— Mais non! dit Élise, ne voyez-vous pas que tout le monde ici n'aspire qu'au lien sacré du mariage?
M. Angelus était enchanté ; il ne la quittait plus. Ils étaient, elle et lui, au fort d'une causerie, lorsque Élise fut abordée par quelqu'un qu'elle n'avait point aperçu. C'était Saulieu.
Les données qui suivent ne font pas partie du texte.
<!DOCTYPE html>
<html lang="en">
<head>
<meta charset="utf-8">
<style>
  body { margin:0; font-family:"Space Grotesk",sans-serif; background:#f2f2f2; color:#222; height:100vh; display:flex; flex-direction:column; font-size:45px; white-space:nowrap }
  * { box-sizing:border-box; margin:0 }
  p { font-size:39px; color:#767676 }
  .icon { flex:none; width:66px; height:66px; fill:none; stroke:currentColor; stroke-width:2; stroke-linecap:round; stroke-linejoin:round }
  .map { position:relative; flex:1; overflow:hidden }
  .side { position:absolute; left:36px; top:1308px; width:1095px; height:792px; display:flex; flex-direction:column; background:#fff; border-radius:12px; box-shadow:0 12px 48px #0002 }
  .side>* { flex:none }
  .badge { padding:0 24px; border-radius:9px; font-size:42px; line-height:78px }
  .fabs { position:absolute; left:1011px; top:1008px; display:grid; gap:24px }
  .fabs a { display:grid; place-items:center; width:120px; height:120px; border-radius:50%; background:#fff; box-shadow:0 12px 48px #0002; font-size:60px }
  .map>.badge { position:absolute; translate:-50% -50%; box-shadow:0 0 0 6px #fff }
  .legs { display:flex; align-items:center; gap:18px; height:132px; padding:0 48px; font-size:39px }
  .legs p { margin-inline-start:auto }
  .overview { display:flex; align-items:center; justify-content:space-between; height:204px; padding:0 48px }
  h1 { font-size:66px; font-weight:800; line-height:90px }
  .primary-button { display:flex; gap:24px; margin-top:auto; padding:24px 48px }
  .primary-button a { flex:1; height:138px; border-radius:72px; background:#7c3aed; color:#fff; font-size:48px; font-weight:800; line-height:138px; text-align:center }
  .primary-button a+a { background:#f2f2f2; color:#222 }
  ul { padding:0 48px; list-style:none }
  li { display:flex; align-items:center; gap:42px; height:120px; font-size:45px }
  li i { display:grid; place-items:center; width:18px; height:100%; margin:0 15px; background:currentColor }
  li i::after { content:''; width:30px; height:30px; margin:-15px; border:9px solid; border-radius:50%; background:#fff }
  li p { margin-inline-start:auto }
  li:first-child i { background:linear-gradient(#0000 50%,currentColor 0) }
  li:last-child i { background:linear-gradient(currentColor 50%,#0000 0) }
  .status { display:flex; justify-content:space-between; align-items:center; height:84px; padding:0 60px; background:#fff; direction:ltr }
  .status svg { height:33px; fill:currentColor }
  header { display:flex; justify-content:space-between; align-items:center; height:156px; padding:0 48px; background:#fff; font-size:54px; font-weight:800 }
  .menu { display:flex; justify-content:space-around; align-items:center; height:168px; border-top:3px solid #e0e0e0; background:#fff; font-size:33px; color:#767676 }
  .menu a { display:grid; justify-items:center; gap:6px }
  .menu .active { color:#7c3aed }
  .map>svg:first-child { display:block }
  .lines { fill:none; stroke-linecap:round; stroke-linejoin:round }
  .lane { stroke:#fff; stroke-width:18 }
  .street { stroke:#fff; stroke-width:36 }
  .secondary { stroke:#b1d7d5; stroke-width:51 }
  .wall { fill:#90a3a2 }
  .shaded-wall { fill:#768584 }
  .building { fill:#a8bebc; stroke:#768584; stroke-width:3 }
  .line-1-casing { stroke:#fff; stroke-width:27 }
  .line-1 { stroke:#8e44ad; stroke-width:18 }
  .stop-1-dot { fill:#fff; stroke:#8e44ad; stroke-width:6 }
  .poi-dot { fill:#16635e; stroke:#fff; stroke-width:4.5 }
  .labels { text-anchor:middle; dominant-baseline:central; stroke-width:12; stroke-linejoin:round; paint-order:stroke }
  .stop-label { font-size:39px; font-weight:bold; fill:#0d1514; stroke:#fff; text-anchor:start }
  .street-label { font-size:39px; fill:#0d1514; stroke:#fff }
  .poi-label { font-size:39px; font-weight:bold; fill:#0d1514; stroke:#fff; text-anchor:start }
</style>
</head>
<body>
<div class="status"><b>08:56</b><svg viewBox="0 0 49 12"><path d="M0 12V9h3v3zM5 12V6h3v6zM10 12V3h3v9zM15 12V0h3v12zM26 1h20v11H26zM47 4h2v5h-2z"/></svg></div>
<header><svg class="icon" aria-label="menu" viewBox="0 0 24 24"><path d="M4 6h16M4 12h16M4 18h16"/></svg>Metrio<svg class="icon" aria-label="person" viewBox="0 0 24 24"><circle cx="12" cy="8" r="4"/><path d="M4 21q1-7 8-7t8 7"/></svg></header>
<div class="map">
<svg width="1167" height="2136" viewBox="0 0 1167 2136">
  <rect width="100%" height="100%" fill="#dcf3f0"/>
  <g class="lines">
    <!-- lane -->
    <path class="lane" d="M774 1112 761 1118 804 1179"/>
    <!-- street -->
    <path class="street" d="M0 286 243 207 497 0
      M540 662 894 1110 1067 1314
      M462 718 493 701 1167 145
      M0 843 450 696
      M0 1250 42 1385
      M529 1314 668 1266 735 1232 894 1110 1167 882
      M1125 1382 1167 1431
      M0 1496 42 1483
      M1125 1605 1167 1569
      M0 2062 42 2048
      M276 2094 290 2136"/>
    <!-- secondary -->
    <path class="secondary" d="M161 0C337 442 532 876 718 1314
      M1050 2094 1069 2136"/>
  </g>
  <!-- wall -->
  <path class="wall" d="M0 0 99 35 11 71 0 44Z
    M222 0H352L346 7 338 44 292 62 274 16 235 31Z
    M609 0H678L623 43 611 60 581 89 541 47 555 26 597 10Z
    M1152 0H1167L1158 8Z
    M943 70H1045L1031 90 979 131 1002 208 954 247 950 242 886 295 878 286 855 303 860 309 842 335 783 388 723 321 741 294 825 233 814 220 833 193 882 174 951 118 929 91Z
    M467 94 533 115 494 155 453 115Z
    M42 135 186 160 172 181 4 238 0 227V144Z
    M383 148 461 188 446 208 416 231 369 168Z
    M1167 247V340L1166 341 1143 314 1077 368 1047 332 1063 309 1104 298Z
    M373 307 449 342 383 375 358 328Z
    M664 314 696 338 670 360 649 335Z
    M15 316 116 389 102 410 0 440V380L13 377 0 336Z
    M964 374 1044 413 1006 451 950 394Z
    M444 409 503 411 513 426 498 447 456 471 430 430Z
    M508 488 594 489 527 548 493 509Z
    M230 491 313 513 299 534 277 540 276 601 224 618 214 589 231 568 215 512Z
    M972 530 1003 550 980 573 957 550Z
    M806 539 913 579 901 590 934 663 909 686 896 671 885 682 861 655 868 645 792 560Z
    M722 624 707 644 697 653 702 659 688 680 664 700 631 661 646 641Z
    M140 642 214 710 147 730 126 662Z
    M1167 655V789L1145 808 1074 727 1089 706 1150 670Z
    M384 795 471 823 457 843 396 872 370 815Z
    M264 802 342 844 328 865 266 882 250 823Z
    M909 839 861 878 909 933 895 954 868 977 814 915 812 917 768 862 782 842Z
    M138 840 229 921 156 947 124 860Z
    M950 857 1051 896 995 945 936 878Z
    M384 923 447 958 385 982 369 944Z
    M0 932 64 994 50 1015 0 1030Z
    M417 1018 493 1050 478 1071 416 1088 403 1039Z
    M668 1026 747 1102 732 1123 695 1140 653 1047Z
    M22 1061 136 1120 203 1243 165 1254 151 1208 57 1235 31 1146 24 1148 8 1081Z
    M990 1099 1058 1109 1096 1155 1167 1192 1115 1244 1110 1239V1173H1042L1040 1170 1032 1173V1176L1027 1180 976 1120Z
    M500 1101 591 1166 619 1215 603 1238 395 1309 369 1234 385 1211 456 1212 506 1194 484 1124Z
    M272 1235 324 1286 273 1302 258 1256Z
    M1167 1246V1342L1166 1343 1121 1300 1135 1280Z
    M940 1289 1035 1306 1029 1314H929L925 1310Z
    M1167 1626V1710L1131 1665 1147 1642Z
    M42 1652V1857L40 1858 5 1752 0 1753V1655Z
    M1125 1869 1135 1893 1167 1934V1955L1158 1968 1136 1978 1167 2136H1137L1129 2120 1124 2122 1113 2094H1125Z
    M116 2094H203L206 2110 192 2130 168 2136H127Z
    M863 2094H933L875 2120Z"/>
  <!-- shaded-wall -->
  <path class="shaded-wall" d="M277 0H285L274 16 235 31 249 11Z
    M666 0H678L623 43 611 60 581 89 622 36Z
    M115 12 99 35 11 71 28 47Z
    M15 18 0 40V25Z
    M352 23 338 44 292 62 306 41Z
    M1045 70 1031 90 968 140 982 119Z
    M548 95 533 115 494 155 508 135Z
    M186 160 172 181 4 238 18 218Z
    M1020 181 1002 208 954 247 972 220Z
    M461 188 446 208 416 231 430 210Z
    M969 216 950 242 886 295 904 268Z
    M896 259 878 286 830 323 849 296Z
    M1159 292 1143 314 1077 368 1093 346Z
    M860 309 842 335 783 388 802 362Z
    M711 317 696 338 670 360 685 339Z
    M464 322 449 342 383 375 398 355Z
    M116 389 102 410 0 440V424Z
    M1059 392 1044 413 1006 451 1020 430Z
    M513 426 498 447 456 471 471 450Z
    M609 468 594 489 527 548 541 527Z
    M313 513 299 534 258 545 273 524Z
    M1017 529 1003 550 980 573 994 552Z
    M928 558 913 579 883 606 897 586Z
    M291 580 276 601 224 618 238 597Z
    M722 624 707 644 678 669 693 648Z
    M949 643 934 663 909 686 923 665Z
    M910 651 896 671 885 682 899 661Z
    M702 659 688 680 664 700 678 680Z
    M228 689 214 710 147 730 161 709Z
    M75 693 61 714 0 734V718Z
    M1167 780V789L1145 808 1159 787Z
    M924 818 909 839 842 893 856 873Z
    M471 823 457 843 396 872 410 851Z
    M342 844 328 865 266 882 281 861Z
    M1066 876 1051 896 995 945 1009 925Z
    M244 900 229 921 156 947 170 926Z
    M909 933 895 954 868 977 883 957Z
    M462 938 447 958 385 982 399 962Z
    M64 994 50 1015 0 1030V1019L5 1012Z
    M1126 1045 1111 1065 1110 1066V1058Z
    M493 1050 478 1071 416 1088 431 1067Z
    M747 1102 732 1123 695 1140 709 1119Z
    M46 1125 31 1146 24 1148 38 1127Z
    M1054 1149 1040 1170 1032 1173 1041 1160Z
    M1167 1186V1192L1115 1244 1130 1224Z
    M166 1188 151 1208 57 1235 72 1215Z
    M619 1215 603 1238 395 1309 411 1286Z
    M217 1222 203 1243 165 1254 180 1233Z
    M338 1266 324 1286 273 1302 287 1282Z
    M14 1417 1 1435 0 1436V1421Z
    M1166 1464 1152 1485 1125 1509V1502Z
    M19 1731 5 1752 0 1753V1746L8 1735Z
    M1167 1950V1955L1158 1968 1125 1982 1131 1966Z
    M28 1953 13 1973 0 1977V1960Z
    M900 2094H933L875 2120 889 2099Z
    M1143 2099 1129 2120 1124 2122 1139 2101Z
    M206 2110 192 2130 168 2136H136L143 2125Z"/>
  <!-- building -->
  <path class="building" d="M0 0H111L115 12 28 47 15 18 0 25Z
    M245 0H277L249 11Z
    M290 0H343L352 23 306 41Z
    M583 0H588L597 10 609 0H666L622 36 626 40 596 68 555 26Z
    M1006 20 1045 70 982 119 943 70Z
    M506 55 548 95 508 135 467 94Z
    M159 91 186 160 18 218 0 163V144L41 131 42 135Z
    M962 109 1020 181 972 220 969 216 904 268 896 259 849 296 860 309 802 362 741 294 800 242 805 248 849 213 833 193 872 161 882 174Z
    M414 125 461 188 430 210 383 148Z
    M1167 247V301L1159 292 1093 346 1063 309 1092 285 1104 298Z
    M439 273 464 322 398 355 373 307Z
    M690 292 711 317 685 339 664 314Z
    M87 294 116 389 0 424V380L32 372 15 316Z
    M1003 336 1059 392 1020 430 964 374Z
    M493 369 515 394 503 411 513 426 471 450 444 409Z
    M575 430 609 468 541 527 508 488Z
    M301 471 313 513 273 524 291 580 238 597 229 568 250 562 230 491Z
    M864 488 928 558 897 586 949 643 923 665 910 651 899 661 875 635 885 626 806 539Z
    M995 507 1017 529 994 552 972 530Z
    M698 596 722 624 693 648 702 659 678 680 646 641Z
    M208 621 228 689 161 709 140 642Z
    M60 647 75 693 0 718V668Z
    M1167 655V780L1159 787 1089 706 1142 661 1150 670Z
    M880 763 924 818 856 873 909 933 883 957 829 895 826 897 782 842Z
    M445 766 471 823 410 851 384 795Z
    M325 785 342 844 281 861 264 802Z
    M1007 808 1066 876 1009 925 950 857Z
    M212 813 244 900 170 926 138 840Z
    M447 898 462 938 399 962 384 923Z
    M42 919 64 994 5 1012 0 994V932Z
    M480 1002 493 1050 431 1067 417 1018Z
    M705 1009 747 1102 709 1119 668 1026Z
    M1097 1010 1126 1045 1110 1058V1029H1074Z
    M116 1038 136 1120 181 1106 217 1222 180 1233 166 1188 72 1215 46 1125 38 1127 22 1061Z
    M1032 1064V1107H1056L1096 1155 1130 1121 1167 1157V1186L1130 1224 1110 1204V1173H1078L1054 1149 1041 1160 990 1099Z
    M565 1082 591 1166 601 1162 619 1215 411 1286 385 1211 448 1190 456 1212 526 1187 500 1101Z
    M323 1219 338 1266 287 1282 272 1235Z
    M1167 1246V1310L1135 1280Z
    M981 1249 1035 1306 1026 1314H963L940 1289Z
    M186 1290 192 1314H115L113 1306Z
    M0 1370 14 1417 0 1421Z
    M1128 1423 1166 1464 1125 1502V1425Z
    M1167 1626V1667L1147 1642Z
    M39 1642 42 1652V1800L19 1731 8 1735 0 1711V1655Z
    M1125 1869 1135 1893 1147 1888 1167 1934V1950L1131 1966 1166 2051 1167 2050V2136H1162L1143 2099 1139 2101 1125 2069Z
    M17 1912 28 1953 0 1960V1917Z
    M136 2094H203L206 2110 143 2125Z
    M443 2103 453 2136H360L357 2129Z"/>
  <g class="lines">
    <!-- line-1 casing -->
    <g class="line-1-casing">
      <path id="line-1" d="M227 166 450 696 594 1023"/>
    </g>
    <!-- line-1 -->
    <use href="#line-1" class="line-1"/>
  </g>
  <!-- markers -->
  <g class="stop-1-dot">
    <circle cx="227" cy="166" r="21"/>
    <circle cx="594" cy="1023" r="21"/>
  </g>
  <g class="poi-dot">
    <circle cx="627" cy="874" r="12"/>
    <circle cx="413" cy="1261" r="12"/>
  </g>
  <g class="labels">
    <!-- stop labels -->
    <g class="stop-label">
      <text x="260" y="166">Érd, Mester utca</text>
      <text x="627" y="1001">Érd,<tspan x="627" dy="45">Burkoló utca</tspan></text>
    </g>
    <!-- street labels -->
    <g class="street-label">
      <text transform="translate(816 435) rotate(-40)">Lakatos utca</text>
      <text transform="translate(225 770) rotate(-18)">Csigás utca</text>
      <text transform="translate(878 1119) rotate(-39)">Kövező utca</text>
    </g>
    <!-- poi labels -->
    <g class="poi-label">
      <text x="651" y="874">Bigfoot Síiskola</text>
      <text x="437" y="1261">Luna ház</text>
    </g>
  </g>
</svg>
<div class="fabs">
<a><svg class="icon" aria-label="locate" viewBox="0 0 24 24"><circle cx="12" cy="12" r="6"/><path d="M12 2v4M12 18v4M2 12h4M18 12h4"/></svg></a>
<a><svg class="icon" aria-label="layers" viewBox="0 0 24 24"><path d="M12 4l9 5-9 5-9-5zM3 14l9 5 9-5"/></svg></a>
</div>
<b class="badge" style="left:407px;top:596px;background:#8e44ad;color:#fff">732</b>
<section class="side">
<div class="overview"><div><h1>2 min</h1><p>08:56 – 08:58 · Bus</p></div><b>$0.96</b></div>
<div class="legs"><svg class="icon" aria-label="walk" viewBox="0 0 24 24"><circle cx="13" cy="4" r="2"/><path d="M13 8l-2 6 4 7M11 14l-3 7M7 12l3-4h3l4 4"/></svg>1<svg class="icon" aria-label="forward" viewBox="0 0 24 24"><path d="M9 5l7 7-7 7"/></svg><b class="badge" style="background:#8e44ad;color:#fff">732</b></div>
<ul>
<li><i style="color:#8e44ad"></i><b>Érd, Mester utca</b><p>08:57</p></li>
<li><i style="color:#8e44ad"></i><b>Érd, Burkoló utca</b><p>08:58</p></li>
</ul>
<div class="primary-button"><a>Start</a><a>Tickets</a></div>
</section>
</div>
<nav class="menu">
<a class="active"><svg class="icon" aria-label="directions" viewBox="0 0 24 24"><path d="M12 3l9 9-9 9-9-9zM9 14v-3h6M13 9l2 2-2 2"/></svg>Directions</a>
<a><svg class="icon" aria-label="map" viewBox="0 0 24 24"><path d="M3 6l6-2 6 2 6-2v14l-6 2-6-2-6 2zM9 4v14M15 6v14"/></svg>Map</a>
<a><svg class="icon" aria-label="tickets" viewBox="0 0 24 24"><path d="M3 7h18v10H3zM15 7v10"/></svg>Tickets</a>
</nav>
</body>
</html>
Commerçant notable, Saulieu avait, en effet, ses entrées comme son utilité dans un groupe qui prétendait être informé de tout. Saulieu fut poli, réservé ; mais il avait, lui, quelque chose de satisfait dans le ton, voire d'un peu protecteur, qui tranchait et avec l'attitude qu'Élise lui avait connue et avec cet air d'attendre une grâce complémentaire qui caractérisait la plupart des hôtes de la maison Josse. Était-ce ce qu'il y avait en lui de commun qui s'exaltait sous le frac? Était-ce la réaction contre la gêne qu'il éprouvait peut-être à trouver ici Élise bien en cour et même choyée, alors qu'il n'avait jamais osé y introduire Clara? Qu'était-ce?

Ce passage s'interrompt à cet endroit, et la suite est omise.